One potential source of gas for the GCC members is Iran, which is discussing the sale of gas to several of the states for use on their own account or, in the case of at least Oman, for conversion to LNG for export from existing facilities. The logic seems obvious. Apart from its proximity, Iran has massive natural gas resources with the country's estimated proven reserve base of more than 28 trillion cu m (Tcm) at the end of 2006 being the second highest in the world.

The problem is that Iran has a legion of highly ambitious plans for its gas resources. These include proposals for its own LNG plants, with at least seven projects and up to 80 million mt of annual capacity on the drawing board. Based on the South Pars, North Pars, South Gashu, Golshan, Ferdows and Yadavaran fields, the projects include two 20 million mt/year ventures planned with China's CNOOC and Malaysia's SKS Ventures.

On top of that Iran is planning a substantial number of gas-based industrial and power generation projects at home. And it also has plans for the large-scale export of gas by pipeline both to Europe and South Asia.

Development of the country's hydrocarbon resources has, however, proved an uphill struggle to date, with projects having been affected both by limited capital availability and the tension between economic and political goals. As a result, the highly-subsidized domestic market is hamstrung by fuel shortages and most gas export projects remain at an early stage of development.

The $7.4 billion Iran-Pakistan-India pipeline project is a good example of the intertwining of politics, economics and hydrocarbons in Iran. Highly prized by Tehran for the links it would weld between Iran and South Asia, there has been fast progress at the political level. The route of the pipeline has been agreed, and the timing and gas volume set. But some pricing issues remain. Although a general formula relating the gas export price to Japanese crude oil imports was agreed in July 2007, there were unresolved issues relating to transit fees between Pakistan and India.

Political intervention in gas projects is not, of course, limited to Iran. The potential for collision between the political and economic imperatives of gas export projects was highlighted earlier this year at the Shwe project in Myanmar, where the consortium developing the offshore Shwe fields had been weighing up a range of options including piping the gas to China, India or Thailand or converting it to LNG. The decision was, however, short-circuited in March 2007 when the ruling military junta arbitrarily mandated pursuit of the Chinese pipeline option in what it made clear was an expression of thanks for Chinese political support at the United Nations. To add insult to injury, the junta mandated a gas sales price that appeared well below market levels.

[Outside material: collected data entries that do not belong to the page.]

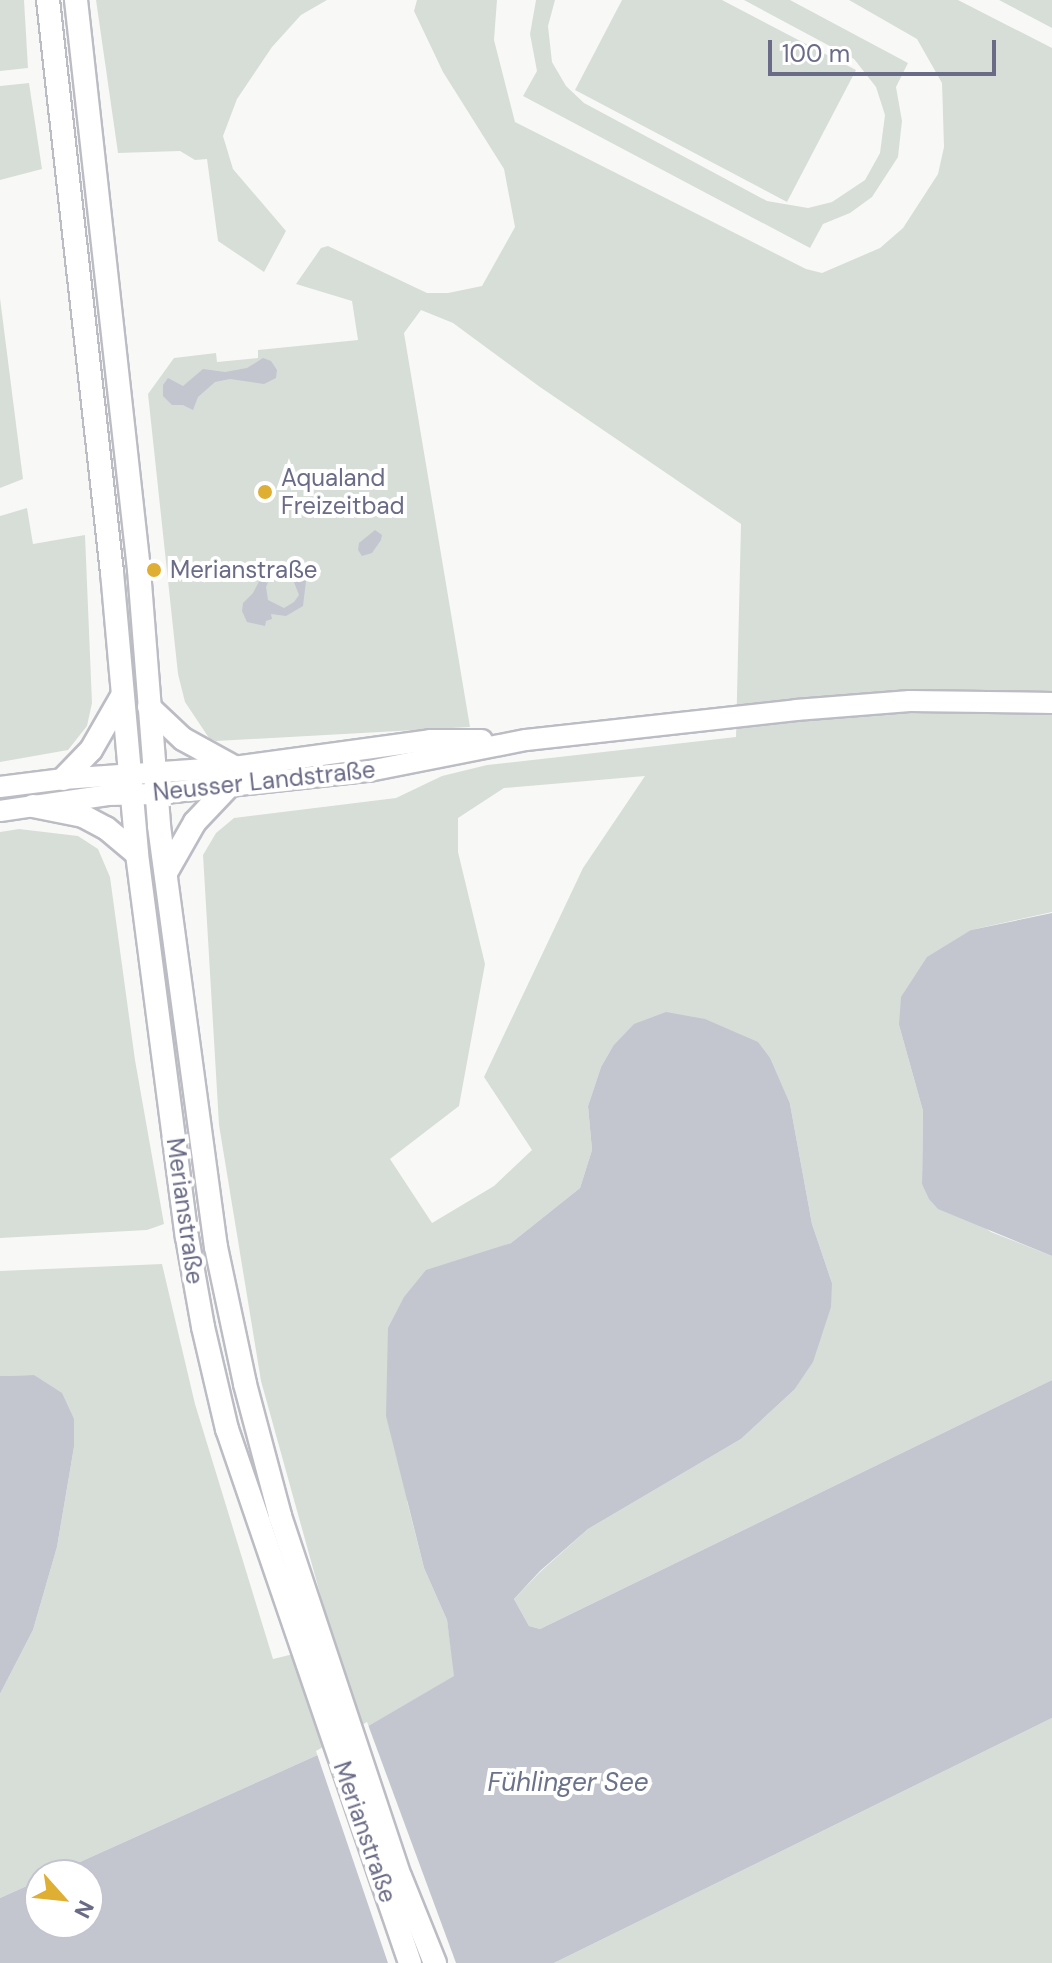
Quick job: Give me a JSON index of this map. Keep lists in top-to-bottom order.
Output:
{
  "streets": {
    "main road": ["Neusser Landstraße", "Merianstraße"]
  },
  "crossings": [
    ["Neusser Landstraße", "Merianstraße"]
  ],
  "water": ["Fühlinger See"],
  "places": ["Aqualand Freizeitbad", "Merianstraße"],
  "scale_bar": "100 m",
  "north": "bottom right"
}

Both the destination and price of the Shwe gas remain to be finalized and, on past performance, the junta could well change tack again. But the incident emphasizes the point that gas pipeline projects can have a symbolic importance beyond their economic rationale that may determine which suitors for gas supplies may be successful.

Choosing LNG or Pipeline Gas

The Shwe controversy also highlights the point that many gas fields have the option of either exporting their output by LNG train or pipeline. In general, the economics tend to favor piping gas rather than supplying it as LNG, although the cost equation depends on factors such as the size of the gas deposit, the proposed volume of exports, and the distances involved.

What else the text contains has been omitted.